Monitoring the DevWorkspace operator

This chapter describes how to configure an example monitoring stack to process metrics exposed by the DevWorkspace operator. You must enable the DevWorkspace operator to follow the instructions in this chapter. See Enabling DevWorkspace operator.

Collecting DevWorkspace operator metrics with Prometheus

This section describes how to use the Prometheus to collect, store, and query metrics about the DevWorkspace operator.

Prerequisites
  • The devworkspace-controller-metrics service is exposing metrics on port 8443.

  • The devworkspace-webhookserver service is exposing metrics on port 9443. By default, the service exposes metrics on port 9443.

  • Prometheus 2.26.0 or later is running. The Prometheus console is running on port 9090 with a corresponding service and route. See First steps with Prometheus.

Procedure
  1. Create a ClusterRoleBinding to bind the ServiceAccount associated with Prometheus to the devworkspace-controller-metrics-reader ClusterRole. Without the ClusterRoleBinding, you cannot access DevWorkspace metrics because they are protected with role-based access control (RBAC).

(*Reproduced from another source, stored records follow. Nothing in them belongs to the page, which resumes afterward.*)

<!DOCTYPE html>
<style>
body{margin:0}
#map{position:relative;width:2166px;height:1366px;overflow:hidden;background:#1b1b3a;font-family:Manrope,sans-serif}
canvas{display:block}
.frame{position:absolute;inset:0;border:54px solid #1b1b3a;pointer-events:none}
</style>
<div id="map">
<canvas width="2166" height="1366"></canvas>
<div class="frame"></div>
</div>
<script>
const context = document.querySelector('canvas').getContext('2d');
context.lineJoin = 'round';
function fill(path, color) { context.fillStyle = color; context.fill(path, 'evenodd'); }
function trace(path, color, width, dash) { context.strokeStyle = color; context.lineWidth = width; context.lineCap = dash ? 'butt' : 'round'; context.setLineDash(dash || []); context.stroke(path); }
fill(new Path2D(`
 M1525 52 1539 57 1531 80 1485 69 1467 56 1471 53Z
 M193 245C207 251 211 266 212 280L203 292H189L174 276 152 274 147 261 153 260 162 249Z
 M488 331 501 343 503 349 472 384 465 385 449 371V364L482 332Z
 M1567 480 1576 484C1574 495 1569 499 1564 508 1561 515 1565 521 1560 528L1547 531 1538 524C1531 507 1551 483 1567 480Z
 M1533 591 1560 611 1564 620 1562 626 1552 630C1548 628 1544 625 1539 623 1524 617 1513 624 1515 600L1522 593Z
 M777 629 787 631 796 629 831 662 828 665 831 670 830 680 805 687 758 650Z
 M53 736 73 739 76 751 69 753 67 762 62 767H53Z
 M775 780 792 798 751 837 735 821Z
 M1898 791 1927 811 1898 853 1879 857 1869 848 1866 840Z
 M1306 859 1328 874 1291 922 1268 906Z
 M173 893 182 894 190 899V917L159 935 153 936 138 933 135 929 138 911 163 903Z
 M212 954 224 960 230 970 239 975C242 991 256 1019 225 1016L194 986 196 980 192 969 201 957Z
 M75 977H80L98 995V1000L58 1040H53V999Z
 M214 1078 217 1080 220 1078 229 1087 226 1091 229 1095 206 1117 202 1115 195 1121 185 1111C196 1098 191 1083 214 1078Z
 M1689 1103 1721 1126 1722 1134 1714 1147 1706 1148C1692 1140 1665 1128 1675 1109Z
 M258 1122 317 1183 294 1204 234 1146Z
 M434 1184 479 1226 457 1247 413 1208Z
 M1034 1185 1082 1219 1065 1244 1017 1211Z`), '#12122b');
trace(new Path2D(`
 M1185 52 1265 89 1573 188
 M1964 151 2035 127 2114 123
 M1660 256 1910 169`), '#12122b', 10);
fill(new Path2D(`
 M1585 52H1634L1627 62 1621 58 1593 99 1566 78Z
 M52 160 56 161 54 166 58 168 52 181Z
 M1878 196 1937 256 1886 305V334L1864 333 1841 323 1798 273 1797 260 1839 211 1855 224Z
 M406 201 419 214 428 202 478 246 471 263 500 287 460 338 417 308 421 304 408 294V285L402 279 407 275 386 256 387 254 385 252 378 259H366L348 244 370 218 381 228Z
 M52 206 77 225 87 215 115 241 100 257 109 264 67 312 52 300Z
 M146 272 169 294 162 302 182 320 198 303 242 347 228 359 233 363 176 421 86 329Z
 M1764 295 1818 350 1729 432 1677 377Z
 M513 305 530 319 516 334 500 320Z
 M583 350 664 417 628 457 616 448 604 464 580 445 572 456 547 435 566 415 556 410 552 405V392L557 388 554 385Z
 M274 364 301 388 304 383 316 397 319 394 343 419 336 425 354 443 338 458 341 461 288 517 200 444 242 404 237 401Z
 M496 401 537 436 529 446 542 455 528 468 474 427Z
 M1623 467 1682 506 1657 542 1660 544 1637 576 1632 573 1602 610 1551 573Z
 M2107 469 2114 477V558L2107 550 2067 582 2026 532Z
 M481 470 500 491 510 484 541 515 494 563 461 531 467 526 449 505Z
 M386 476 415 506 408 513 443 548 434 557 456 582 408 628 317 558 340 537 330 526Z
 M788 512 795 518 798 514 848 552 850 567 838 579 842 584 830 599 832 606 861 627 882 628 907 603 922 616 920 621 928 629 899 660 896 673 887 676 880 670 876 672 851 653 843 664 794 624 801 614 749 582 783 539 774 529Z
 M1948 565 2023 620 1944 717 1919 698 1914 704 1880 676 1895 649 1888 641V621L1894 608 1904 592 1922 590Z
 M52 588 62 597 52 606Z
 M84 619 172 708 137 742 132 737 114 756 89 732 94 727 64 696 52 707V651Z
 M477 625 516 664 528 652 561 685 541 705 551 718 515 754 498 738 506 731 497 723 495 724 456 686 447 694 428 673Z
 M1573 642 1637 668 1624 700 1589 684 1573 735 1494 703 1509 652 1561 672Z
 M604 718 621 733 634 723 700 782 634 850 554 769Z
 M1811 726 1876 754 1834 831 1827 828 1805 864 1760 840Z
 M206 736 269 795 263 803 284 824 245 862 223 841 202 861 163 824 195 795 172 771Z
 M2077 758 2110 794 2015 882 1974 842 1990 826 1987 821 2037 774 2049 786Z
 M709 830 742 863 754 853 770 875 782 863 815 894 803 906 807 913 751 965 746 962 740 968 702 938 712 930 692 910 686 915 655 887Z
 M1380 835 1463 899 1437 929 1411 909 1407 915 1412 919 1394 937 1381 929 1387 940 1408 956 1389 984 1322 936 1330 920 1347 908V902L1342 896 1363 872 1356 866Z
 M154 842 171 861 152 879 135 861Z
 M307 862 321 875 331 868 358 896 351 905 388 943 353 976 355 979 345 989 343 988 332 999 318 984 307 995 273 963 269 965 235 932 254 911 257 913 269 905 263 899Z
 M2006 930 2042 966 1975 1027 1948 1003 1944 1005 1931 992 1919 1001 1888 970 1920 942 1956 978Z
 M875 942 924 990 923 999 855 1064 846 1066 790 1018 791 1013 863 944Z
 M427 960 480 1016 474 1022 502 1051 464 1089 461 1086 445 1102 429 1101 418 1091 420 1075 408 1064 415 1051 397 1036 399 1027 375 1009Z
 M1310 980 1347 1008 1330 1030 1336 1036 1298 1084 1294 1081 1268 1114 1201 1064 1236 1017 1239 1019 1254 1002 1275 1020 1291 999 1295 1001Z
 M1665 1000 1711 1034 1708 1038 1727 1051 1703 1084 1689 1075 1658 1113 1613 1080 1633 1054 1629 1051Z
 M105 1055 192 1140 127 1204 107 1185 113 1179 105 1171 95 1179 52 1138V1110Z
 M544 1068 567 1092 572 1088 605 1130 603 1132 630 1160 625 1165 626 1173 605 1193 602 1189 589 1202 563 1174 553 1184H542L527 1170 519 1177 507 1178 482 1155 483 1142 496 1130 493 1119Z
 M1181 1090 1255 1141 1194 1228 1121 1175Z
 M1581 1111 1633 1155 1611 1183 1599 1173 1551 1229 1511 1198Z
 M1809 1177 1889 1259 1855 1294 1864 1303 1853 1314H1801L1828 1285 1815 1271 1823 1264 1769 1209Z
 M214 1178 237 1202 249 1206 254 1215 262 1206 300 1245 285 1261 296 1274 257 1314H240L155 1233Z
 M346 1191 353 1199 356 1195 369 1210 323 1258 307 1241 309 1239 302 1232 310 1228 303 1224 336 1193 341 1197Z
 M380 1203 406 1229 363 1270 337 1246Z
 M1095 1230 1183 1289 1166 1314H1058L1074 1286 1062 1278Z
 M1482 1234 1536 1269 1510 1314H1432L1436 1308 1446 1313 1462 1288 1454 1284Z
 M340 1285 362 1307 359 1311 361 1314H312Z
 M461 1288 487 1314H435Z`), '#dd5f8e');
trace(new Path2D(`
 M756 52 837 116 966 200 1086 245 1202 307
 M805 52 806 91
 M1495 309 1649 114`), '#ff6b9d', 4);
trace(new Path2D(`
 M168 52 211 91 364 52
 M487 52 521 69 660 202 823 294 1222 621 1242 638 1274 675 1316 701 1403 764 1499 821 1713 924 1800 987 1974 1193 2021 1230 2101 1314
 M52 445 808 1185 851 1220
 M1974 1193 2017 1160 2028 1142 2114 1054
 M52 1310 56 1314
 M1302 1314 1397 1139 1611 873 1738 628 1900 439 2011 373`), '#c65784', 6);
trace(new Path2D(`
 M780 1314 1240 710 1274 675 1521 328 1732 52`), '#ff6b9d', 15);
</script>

    Example 1. ClusterRole example
    apiVersion: rbac.authorization.k8s.io/v1
    kind: ClusterRole
    metadata:
      name: devworkspace-controller-metrics-reader
    rules:
    - nonResourceURLs:
      - /metrics
      verbs:
      - get
    Example 2. ClusterRoleBinding example
    apiVersion: rbac.authorization.k8s.io/v1
    kind: ClusterRoleBinding
    metadata:
      name: devworkspace-controller-metrics-binding
    subjects:
      - kind: ServiceAccount
        name: <ServiceAccount name associated with the Prometheus Pod>
        namespace: <Prometheus namespace>
    roleRef:
      apiGroup: rbac.authorization.k8s.io
      kind: ClusterRole
      name: devworkspace-controller-metrics-reader
  2. Configure Prometheus to scrape metrics from the 8443 port exposed by the devworkspace-controller-metrics service, and 9443 port exposed by the devworkspace-webhookserver service.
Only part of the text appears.